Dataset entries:
»»
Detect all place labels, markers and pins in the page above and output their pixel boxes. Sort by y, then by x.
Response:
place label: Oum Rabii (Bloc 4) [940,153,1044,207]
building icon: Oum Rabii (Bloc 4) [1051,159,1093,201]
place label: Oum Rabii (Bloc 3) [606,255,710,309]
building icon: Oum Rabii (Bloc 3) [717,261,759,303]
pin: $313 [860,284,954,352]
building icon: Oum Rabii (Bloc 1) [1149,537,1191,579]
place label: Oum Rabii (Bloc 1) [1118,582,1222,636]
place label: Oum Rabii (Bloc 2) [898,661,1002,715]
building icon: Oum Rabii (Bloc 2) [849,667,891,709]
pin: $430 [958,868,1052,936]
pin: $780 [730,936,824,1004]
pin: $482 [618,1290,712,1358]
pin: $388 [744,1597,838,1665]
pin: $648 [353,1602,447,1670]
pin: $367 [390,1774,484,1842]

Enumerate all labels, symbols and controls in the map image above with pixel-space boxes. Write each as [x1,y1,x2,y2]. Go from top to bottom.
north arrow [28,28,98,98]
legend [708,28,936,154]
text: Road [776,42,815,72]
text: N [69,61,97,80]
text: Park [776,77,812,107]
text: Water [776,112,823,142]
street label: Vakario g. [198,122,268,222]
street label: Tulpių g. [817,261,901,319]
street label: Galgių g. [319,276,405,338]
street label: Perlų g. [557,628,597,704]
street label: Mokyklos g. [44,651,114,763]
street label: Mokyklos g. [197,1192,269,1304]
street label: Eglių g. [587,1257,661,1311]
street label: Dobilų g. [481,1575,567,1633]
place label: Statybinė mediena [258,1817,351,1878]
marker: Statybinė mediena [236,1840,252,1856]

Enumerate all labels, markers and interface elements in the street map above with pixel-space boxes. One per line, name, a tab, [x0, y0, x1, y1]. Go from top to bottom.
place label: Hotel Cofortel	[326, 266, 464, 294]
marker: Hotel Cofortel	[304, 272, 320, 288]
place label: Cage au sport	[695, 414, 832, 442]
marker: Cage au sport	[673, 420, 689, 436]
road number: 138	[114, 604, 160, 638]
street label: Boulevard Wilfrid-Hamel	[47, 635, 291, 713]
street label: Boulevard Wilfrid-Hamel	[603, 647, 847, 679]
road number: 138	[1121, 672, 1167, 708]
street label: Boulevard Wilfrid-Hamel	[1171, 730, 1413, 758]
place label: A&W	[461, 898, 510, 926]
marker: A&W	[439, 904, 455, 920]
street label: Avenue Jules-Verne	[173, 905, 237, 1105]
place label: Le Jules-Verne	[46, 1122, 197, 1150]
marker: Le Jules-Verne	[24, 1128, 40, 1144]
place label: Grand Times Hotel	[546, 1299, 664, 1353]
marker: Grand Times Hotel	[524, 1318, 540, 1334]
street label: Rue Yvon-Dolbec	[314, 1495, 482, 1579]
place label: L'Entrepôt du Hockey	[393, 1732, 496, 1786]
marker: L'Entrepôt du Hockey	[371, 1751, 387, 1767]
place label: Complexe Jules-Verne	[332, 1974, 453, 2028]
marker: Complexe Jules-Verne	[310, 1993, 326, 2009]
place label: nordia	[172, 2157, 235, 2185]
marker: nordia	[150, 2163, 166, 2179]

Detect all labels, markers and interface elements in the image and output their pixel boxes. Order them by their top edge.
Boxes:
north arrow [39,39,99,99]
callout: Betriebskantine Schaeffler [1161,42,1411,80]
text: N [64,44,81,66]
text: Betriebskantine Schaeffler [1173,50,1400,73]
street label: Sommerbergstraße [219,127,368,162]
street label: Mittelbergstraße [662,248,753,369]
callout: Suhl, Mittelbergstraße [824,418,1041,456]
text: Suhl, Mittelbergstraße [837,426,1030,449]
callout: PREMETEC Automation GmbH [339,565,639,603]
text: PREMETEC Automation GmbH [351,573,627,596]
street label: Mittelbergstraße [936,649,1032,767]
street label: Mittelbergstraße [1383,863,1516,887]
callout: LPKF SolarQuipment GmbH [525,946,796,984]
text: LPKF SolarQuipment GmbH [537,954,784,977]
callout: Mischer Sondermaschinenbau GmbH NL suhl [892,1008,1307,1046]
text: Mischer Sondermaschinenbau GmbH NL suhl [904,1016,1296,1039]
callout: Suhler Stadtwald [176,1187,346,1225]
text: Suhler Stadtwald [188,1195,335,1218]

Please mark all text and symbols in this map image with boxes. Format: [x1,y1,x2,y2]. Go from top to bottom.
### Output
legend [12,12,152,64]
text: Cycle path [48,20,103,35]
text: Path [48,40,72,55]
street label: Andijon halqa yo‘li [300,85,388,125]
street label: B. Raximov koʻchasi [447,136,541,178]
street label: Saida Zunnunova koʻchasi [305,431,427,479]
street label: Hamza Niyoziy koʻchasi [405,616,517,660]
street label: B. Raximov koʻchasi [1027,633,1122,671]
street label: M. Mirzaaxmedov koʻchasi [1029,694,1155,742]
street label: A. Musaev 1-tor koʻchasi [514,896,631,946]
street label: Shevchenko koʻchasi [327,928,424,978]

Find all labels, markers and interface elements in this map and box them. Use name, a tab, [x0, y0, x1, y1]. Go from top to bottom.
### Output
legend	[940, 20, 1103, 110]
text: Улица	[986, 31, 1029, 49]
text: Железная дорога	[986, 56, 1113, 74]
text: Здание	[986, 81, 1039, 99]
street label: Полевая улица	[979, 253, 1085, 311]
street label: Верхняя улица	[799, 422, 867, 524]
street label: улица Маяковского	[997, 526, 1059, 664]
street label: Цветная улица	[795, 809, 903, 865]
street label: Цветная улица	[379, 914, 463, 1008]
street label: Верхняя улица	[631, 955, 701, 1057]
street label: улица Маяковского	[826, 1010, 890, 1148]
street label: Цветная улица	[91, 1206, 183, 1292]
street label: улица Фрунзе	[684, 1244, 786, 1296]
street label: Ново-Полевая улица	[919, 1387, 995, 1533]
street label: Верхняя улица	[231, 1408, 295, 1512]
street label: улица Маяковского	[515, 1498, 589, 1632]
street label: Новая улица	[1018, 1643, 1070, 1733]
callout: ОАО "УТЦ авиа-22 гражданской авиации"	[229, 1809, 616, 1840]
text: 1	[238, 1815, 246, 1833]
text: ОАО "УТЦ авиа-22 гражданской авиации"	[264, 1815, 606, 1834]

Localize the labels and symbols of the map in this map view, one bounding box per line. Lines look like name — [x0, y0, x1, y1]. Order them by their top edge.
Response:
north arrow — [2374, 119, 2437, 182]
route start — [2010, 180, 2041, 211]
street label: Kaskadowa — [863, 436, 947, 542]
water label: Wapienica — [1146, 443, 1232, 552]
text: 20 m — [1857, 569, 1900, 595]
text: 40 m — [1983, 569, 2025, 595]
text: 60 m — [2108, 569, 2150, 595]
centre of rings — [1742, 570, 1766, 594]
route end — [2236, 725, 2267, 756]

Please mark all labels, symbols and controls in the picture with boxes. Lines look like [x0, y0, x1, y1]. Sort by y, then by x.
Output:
««
TASK:
Given the word "Lines", show every line of the records that contains it.

OUTPUT OF THE EXERCISE:
Localize the labels and symbols of the map in this map view, one bounding box per line. Lines look like name — [x0, y0, x1, y1]. Order them by their top edge.
Please mark all labels, symbols and controls in the picture with boxes. Lines look like [x0, y0, x1, y1]. Sort by y, then by x.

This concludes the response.